My favorite nonfiction book of the year was probably Richard Rhodes’ The Making of the Atomic Bomb (read after watching “Oppenheimer,” and providing lots of context to understand that movie), with an honorable mention for W. David Marx’s Status and Culture.
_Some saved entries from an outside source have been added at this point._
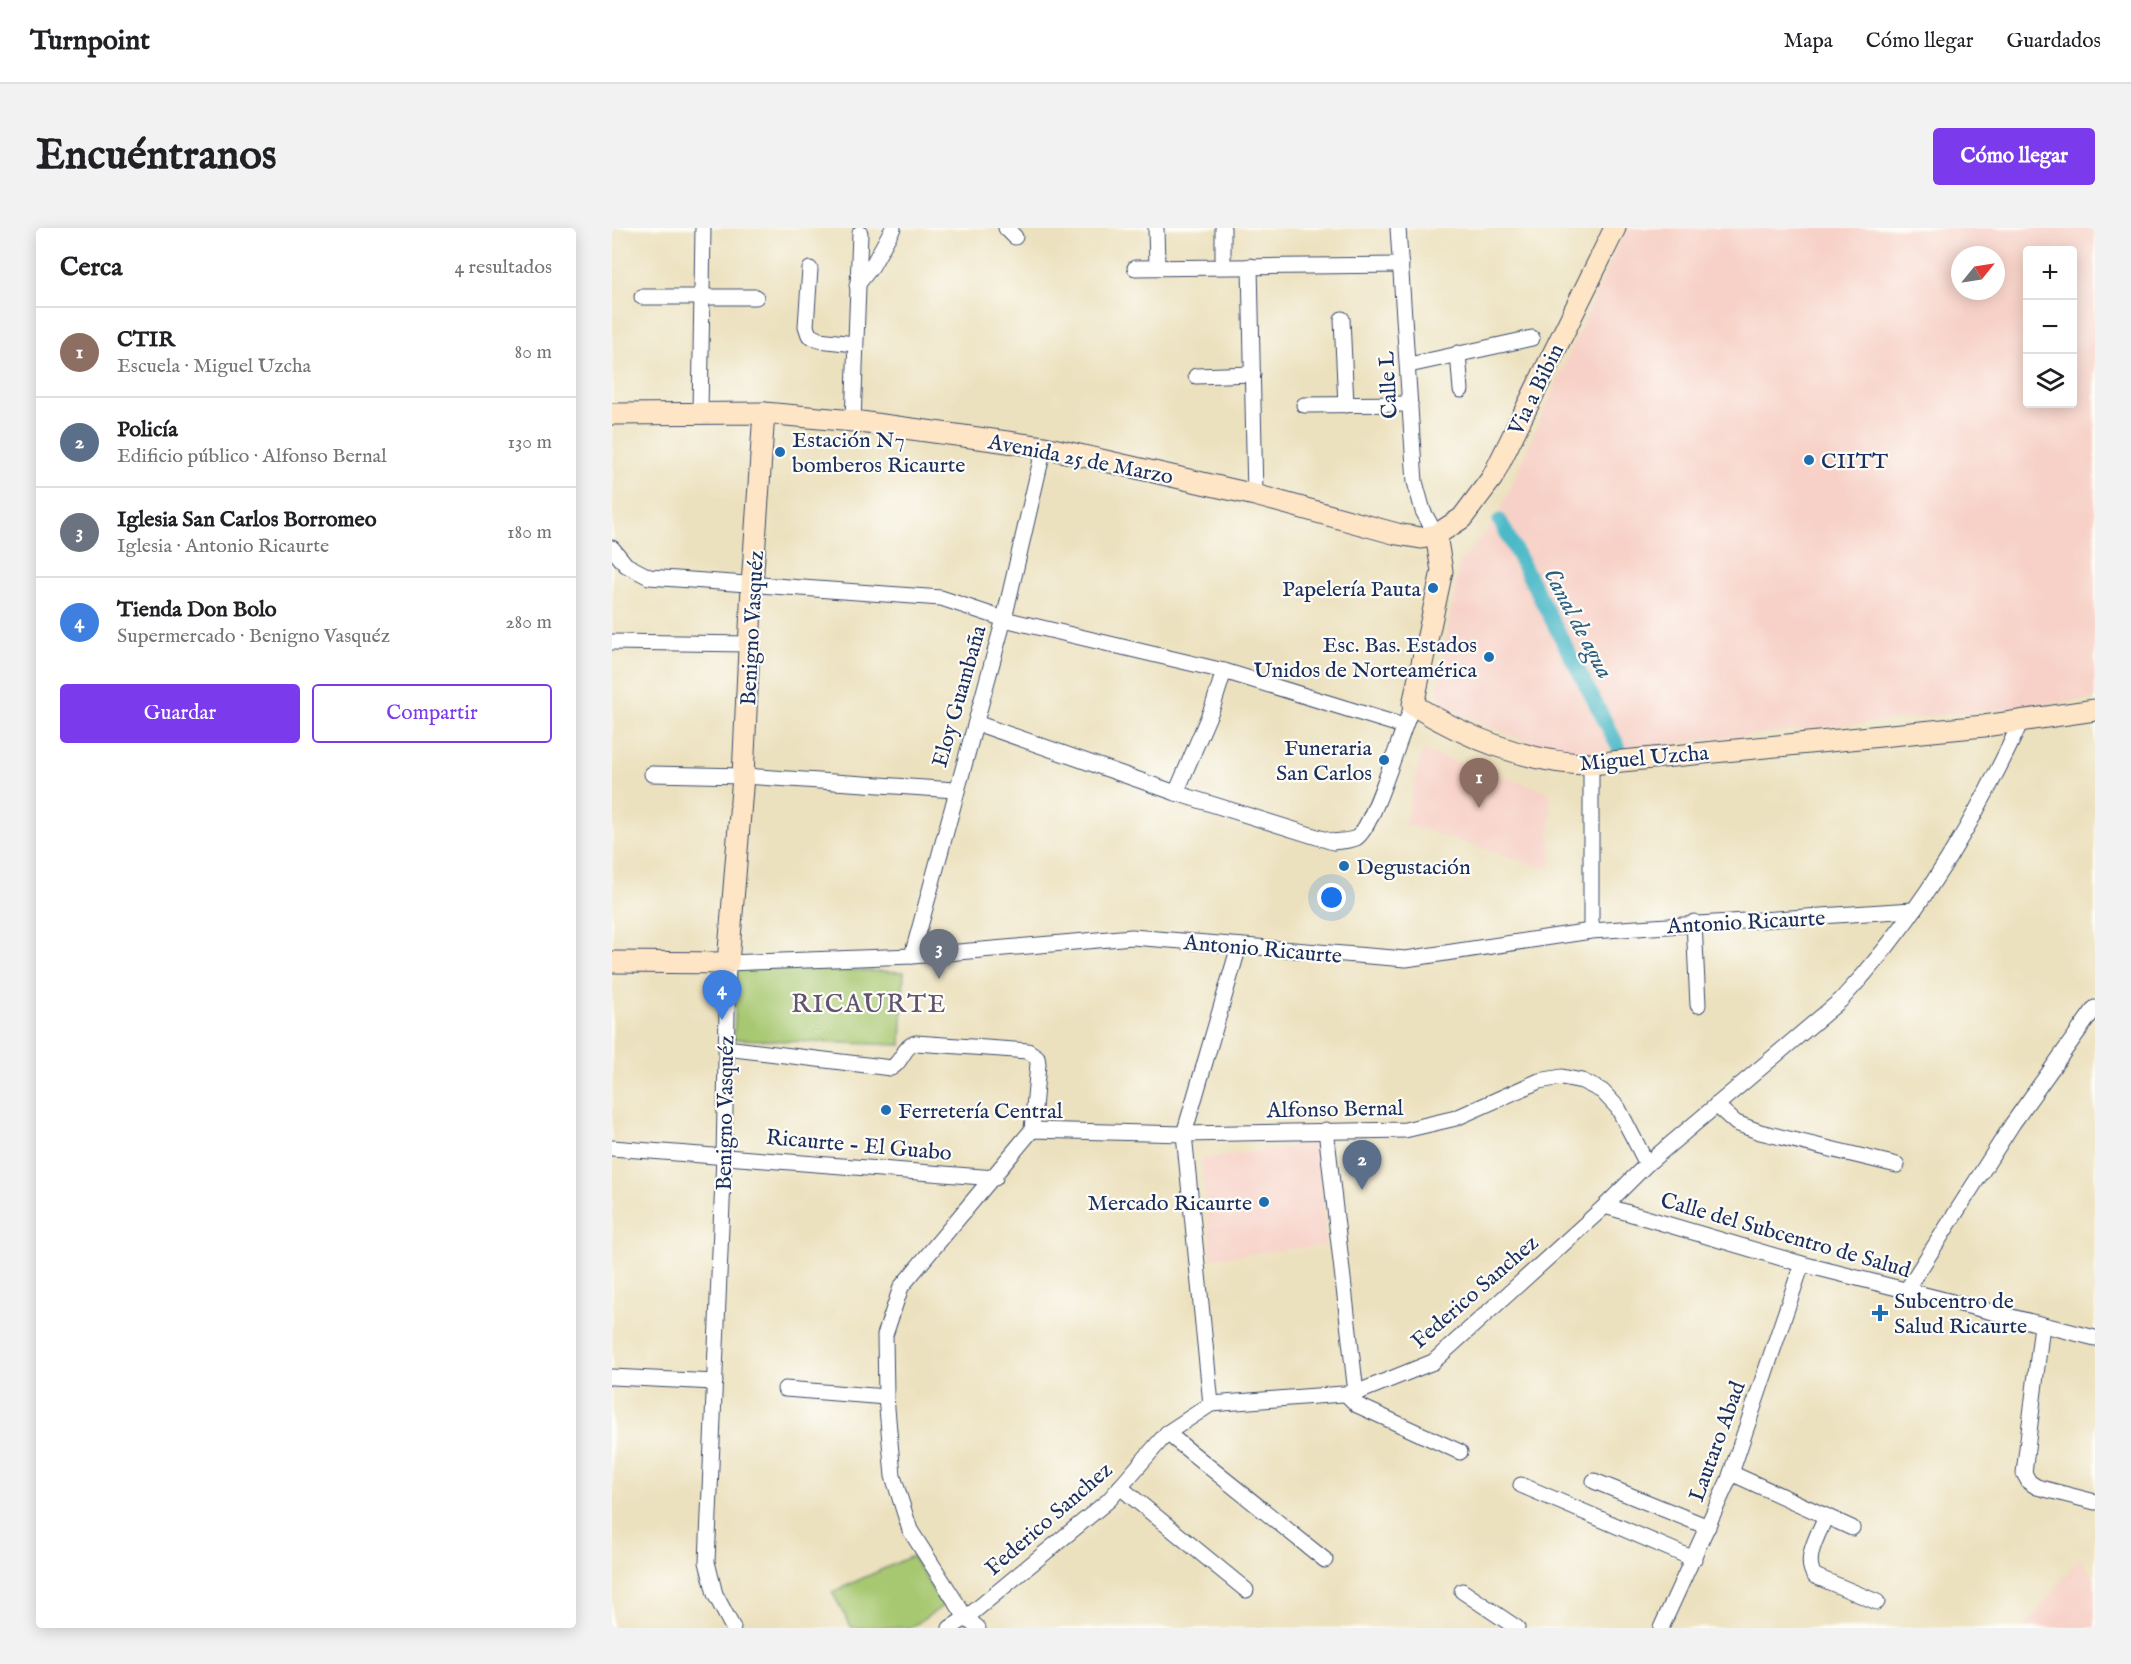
<!DOCTYPE html>
<html lang="es">
<head>
<meta charset="utf-8">
<style>
  :root { --surface:#fff; --page:#f2f2f2; --text:#202124; --muted:#757577; --line:#e0e0e0; --accent:#7c3aed }
  body { margin:0; font-family:"IM FELL English",serif; background:var(--page); color:var(--text) }
  .controls { position:absolute; right:18px; top:18px; display:grid; overflow:hidden; border-radius:6px; box-shadow:0 3px 15px #0003 }
  .controls button { width:54px; height:54px; display:grid; place-items:center; padding:0; border:0; border-bottom:2px solid var(--line); background:var(--surface); color:var(--text); font:30px sans-serif }
  .compass { position:absolute; left:1339px; top:18px; width:54px; height:54px; border-radius:50%; background:var(--surface); box-shadow:0 3px 15px #0003; rotate:60deg }
  .you { position:absolute; left:720px; top:670px; width:21px; height:21px; margin:-15px; border:4px solid #fff; border-radius:50%; background:#1a73e8; box-shadow:0 0 0 9px #1a73e833 }
  .badge { display:grid; place-items:center; width:39px; height:39px; border-radius:50%; background:var(--accent); color:#fff; font-size:20px; font-weight:700 }
  .pin { position:absolute; translate:-50% -50px; filter:drop-shadow(0 2px 3px #0008) }
  .pin::after { content:''; position:absolute; top:32px; width:21px; height:18px; background:inherit; clip-path:polygon(0 0,100% 0,50% 100%) }
  .list { margin:0; padding:0; list-style:none }
  h2 { display:flex; justify-content:space-between; align-items:center; height:78px; margin:0; padding:0 24px; font-size:26px }
  h2 small { font-size:20px; font-weight:400; color:var(--muted) }
  .list li { display:grid; grid-template-columns:39px 1fr auto; gap:18px; align-items:center; box-sizing:border-box; height:90px; padding:0 24px; border-top:2px solid var(--line) }
  .list b { display:block; font-size:22px; white-space:nowrap }
  .list p { margin:0; font-size:20px; white-space:nowrap; color:var(--muted) }
  .list em { font-size:20px; font-style:normal; color:var(--muted) }
  .actions { display:flex; gap:12px; padding:18px 24px }
  .actions a { flex:1; padding:14px 0; border:2px solid var(--accent); border-radius:6px; text-align:center; font-size:21px; color:var(--accent) }
  .actions .main { background:var(--accent); color:#fff }
  .icon { flex:none; width:33px; height:33px; fill:none; stroke:currentColor; stroke-width:2; stroke-linecap:round; stroke-linejoin:round }
  .map { position:relative; flex:none; width:1483px; height:1400px; overflow:hidden; border-radius:6px }
  header { display:flex; align-items:center; gap:36px; box-sizing:border-box; height:84px; padding:0 30px; background:var(--surface); border-bottom:2px solid var(--line) }
  header strong { font-size:28px }
  nav { display:flex; gap:33px; margin-inline-start:auto; font-size:21px }
  .intro { display:flex; align-items:center; justify-content:space-between; box-sizing:border-box; height:144px; padding:0 36px }
  h1 { margin:0; font-size:42px }
  .button { padding:15px 27px; border-radius:6px; background:var(--accent); color:#fff; font-size:21px; font-weight:700 }
  main { display:flex; gap:36px; padding:0 36px }
  aside { flex:1; background:var(--surface); border-radius:6px; box-shadow:0 3px 15px #0003 }
  .map>svg:first-child { display:block }
  .built { fill:#f7d1c7; fill-rule:evenodd }
  .green { fill:#a7c871; stroke:#617c68; stroke-width:1.5 }
  .lines { fill:none; stroke-linecap:round; stroke-linejoin:round }
  .canal { stroke:#4cb9c7; stroke-width:15 }
  .street-casing { stroke:#3a4a6c; stroke-width:17 }
  .secondary-casing { stroke:#3a4a6c; stroke-width:23 }
  .street { stroke:#fff; stroke-width:15 }
  .secondary { stroke:#fde5c5; stroke-width:21 }
  .poi-dot { fill:#1f6fb2; stroke:#fdfcf7; stroke-width:2 }
  .labels { text-anchor:middle; stroke-width:4.5; stroke-linejoin:round; paint-order:stroke }
  .street-label { font-size:22px; fill:#1b2f5e; stroke:#fdfcf7 }
  .poi-label { font-size:22px; fill:#1b2f5e; stroke:#fdfcf7; text-anchor:start }
  .water-label { font-size:24px; font-style:italic; fill:#2c5f83; stroke:#fdfcf7 }
  .quarter-label { font-size:26px; letter-spacing:1.5px; fill:#615471; stroke:#fdfcf7 }
</style>
</head>
<body>
<header>
<strong>Turnpoint</strong>
<nav><a>Mapa</a><a>Cómo llegar</a><a>Guardados</a></nav>
</header>
<div class="intro"><h1>Encuéntranos</h1><a class="button">Cómo llegar</a></div>
<main>
<aside>
<h2>Cerca<small>4 resultados</small></h2>
<ul class="list">
<li><span class="badge" style="background:#8d6e63">1</span><div><b>CTIR</b><p>Escuela · Miguel Uzcha</p></div><em>80 m</em></li>
<li><span class="badge" style="background:#5c6f8a">2</span><div><b>Policía</b><p>Edificio público · Alfonso Bernal</p></div><em>130 m</em></li>
<li><span class="badge" style="background:#6b7280">3</span><div><b>Iglesia San Carlos Borromeo</b><p>Iglesia · Antonio Ricaurte</p></div><em>180 m</em></li>
<li><span class="badge" style="background:#3f7fe0">4</span><div><b>Tienda Don Bolo</b><p>Supermercado · Benigno Vasquéz</p></div><em>280 m</em></li>
</ul>
<div class="actions"><a class="main">Guardar</a><a>Compartir</a></div>
</aside>
<div class="map">
<svg width="1483" height="1400" viewBox="0 0 1483 1400">
  <rect width="100%" height="100%" fill="#fdfcf7"/>
  <filter id="ink" filterUnits="userSpaceOnUse"><feTurbulence type="fractalNoise" baseFrequency=".0167" numOctaves="2"/><feDisplacementMap in="SourceGraphic" scale="12" xChannelSelector="R" yChannelSelector="G"/><feConvolveMatrix kernelMatrix="1 2 1 2 8 2 1 2 1" color-interpolation-filters="sRGB"/></filter>
  <filter id="wash" filterUnits="userSpaceOnUse"><feTurbulence type="fractalNoise" baseFrequency=".008" numOctaves="4" result="noise"/><feDisplacementMap in="SourceGraphic" scale="24" xChannelSelector="R" yChannelSelector="G"/><feGaussianBlur stdDeviation="1.35" result="paint"/><feColorMatrix in="noise" values="0 0 0 0 0 0 0 0 0 0 0 0 0 0 0 0 0 1.4 0 .05"/><feComposite in="paint" operator="in"/></filter>
  <g filter="url(#wash)">
    <rect width="100%" height="100%" fill="#ece1be"/>
    <g class="built">
      <path d="M 1013,0 L 1483,0 L 1483,471 L 968,525 L 946,524 L 872,497 L 829,477 L 825,463 L 847,336 L 885,289 ZM 1416,22 L 1460,22 L 1460,176 L 1416,176 ZM 1348,27 L 1384,27 L 1384,63 L 1348,63 Z"/>
      <path d="M 810,523 L 938,564 L 939,642 L 793,596 Z"/>
      <path d="M 706,915 L 714,1017 L 600,1030 L 589,931 Z"/>
      <path d="M 1467,1330 L 1483,1350 L 1483,1400 L 1412,1400 Z"/>
    </g>
    <g class="green">
      <path d="M 125,738 L 292,744 L 289,817 L 122,811 Z"/>
      <path d="M 300,1328 L 331,1378 L 298,1400 L 240,1400 L 220,1364 Z"/>
    </g>
    <g class="lines">
      <path class="canal" d="M 888,293 L 1006,518"/>
    </g>
  </g>
  <g filter="url(#ink)">
    <g class="lines">
      <defs>
        <g id="street">
          <path d="M 394,0 L 403,9"/>
          <path d="M 544,0 L 545,38"/>
          <path d="M 611,0 L 611,38"/>
          <path d="M 786,0 L 803,254 L 811,283 L 824,307"/>
          <path d="M 638,38 L 643,267"/>
          <path d="M 523,40 L 789,37"/>
          <path d="M 198,41 L 194,98 L 197,107 L 207,112 L 242,116"/>
          <path d="M 245,57 L 260,38 L 281,0"/>
          <path d="M 30,69 L 144,69"/>
          <path d="M 730,91 L 734,177"/>
          <path d="M 846,125 L 849,162"/>
          <path d="M 797,137 L 920,110"/>
          <path d="M 584,148 L 641,146"/>
          <path d="M 692,177 L 798,176"/>
          <path d="M 88,187 L 91,0"/>
          <path d="M 241,193 L 248,5"/>
          <path d="M 0,320 L 14,337 L 37,349 L 329,370 L 392,391 L 612,443 L 791,498"/>
          <path d="M 0,414 L 137,416"/>
          <path d="M 364,495 L 564,565 L 721,614 C 727,613 738,613 744,610 C 762,600 789,502 801,477"/>
          <path d="M 979,536 L 979,703"/>
          <path d="M 40,546 L 131,548 L 343,562"/>
          <path d="M 564,565 L 601,478 L 612,443"/>
          <path d="M 1082,694 L 1086,777"/>
          <path d="M 300,728 L 392,391 L 432,219"/>
          <path d="M 114,820 L 279,840 C 291,834 290,819 304,815 L 416,823 L 425,829 L 426,836 L 420,902"/>
          <path d="M 1104,877 L 1124,895 L 1148,904 L 1285,937"/>
          <path d="M 714,902 L 744,1165"/>
          <path d="M 0,920 L 383,950"/>
          <path d="M 993,978 L 1190,1036 L 1483,1110"/>
          <path d="M 1294,1063 L 1401,895 L 1483,780"/>
          <path d="M 1430,1097 L 1412,1245 L 1417,1254 L 1425,1259 L 1483,1274"/>
          <path d="M 0,1149 L 103,1154"/>
          <path d="M 173,1161 L 274,1169"/>
          <path d="M 734,1166 L 745,1177 L 848,1224"/>
          <path d="M 599,1176 L 572,906 L 627,718"/>
          <path d="M 555,1205 L 713,1332"/>
          <path d="M 1119,1245 L 1240,1300"/>
          <path d="M 982,1253 L 1096,1299"/>
          <path d="M 909,1257 L 1082,1331"/>
          <path d="M 508,1259 L 634,1362"/>
          <path d="M 1214,1288 C 1207,1305 1190,1332 1203,1348 L 1265,1374"/>
          <path d="M 850,1363 L 905,1400"/>
          <path d="M 121,1400 L 103,1366 L 95,1334 L 112,928 L 116,735 L 300,728 L 520,709 L 794,731 L 979,703 L 1301,682"/>
          <path d="M 338,1400 L 354,1390 L 497,1272 L 555,1205 L 599,1176 L 744,1165 L 821,1134 L 993,978 L 1035,936 L 1229,772 C 1306,690 1364,593 1410,491"/>
          <path d="M 366,1400 L 354,1390 L 298,1302 L 281,1248 L 274,1169 L 273,1107 L 289,1059 L 420,902 L 572,906 L 793,902 L 844,890 L 927,853 L 950,849 L 970,853 L 990,863 L 1006,880 L 1035,936"/>
          <path d="M 1049,1400 L 1117,1251 L 1190,1036"/>
        </g>
        <g id="secondary">
          <path d="M 0,186 L 152,185 L 241,193 L 432,219 L 643,267 L 785,306 L 809,310 L 824,307 L 850,290 L 880,250 L 1003,0"/>
          <path d="M 824,307 L 830,343 L 801,477 C 853,509 918,536 979,536 L 1372,498 L 1483,482"/>
          <path d="M 0,734 L 116,735 L 131,548 L 140,357 L 152,185"/>
        </g>
      </defs>
      <use href="#street" class="street-casing"/>
      <use href="#secondary" class="secondary-casing"/>
      <use href="#street" class="street"/>
      <use href="#secondary" class="secondary"/>
    </g>
  </g>
  <g class="poi-dot">
    <circle cx="168" cy="224" r="6"/>
    <circle cx="1197" cy="232" r="6"/>
    <circle cx="821" cy="360" r="6"/>
    <circle cx="877" cy="429" r="6"/>
    <circle cx="772" cy="532" r="6"/>
    <circle cx="732" cy="638" r="6"/>
    <circle cx="274" cy="882" r="6"/>
    <circle cx="652" cy="974" r="6"/>
    <path d="M1265 1076h6v6h6v6h-6v6h-6v-6h-6v-6h6z"/>
  </g>
  <g class="labels">
    <g class="street-label">
      <text transform="translate(775 157) rotate(-93)" y="8">Calle L</text>
      <text transform="translate(923 161) rotate(-64)" y="8">Via a Bibin</text>
      <text transform="translate(469 230) rotate(11)" y="8">Avenida 25 de Marzo</text>
      <text transform="translate(139 400) rotate(-87)" y="8">Benigno Vasquéz</text>
      <text transform="translate(346 468) rotate(-74)" y="8">Eloy Guambaña</text>
      <text transform="translate(1032 529) rotate(-5)" y="8">Miguel Uzcha</text>
      <text transform="translate(1134 693) rotate(-3)" y="8">Antonio Ricaurte</text>
      <text transform="translate(651 720) rotate(5)" y="8">Antonio Ricaurte</text>
      <text transform="translate(723 880) rotate(-1)" y="8">Alfonso Bernal</text>
      <text transform="translate(112 885) rotate(-89)" y="8">Benigno Vasquéz</text>
      <text transform="translate(247 916) rotate(5)" y="8">Ricaurte - El Guabo</text>
      <text transform="translate(1174 1006) rotate(16)" y="8">Calle del Subcentro de Salud</text>
      <text transform="translate(862 1063) rotate(-41)" y="8">Federico Sanchez</text>
      <text transform="translate(1104 1213) rotate(-70)" y="8">Lautaro Abad</text>
      <text transform="translate(436 1290) rotate(-41)" y="8">Federico Sanchez</text>
    </g>
    <g class="poi-label">
      <text x="180" y="219">Estación N7<tspan x="180" dy="25">bomberos Ricaurte</tspan></text>
      <text x="1209" y="240">CIITT</text>
      <text x="809" y="368" text-anchor="end">Papelería Pauta</text>
      <text x="865" y="424" text-anchor="end">Esc. Bas. Estados<tspan x="865" dy="25">Unidos de Norteamérica</tspan></text>
      <text x="760" y="527" text-anchor="end">Funeraria<tspan x="760" dy="25">San Carlos</tspan></text>
      <text x="744" y="646">Degustación</text>
      <text x="286" y="890">Ferretería Central</text>
      <text x="640" y="982" text-anchor="end">Mercado Ricaurte</text>
      <text x="1282" y="1080">Subcentro de<tspan x="1282" dy="25">Salud Ricaurte</tspan></text>
    </g>
    <g class="water-label">
      <text transform="translate(967 395) rotate(62)" y="8">Canal de agua</text>
    </g>
    <g class="quarter-label">
      <text x="257" y="784">RICAURTE</text>
    </g>
  </g>
</svg>
<div class="controls">
<button>+</button>
<button>−</button>
<button><svg class="icon" aria-label="layers" viewBox="0 0 24 24"><path d="M12 4l9 5-9 5-9-5zM3 14l9 5 9-5"/></svg></button>
</div>
<svg class="compass" viewBox="-18 -18 36 36"><path d="M0-13l5 13h-10z" fill="#e53935"/><path d="M0 13l5-13h-10z" fill="#757577"/></svg>
<div class="you"></div>
<div class="pin badge" style="left:867px;top:580px;background:#8d6e63">1</div>
<div class="pin badge" style="left:750px;top:962px;background:#5c6f8a">2</div>
<div class="pin badge" style="left:327px;top:751px;background:#6b7280">3</div>
<div class="pin badge" style="left:110px;top:792px;background:#3f7fe0">4</div>
</div>
</main>
</body>
</html>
My favorite fiction book of the year (with apologies to Brandon) was Arkady Martine’s A Memory Called Empire.

  1. Reporting a precise figure would be somewhat pointless because all these articles contain some combination of footnotes, captions, subheds and end matter, in addition to their body text. Counting all of them would inflate the total; excluding them would not only exclude some text that probably should count but would also take much longer. I went with a quick-and-dirty estimate.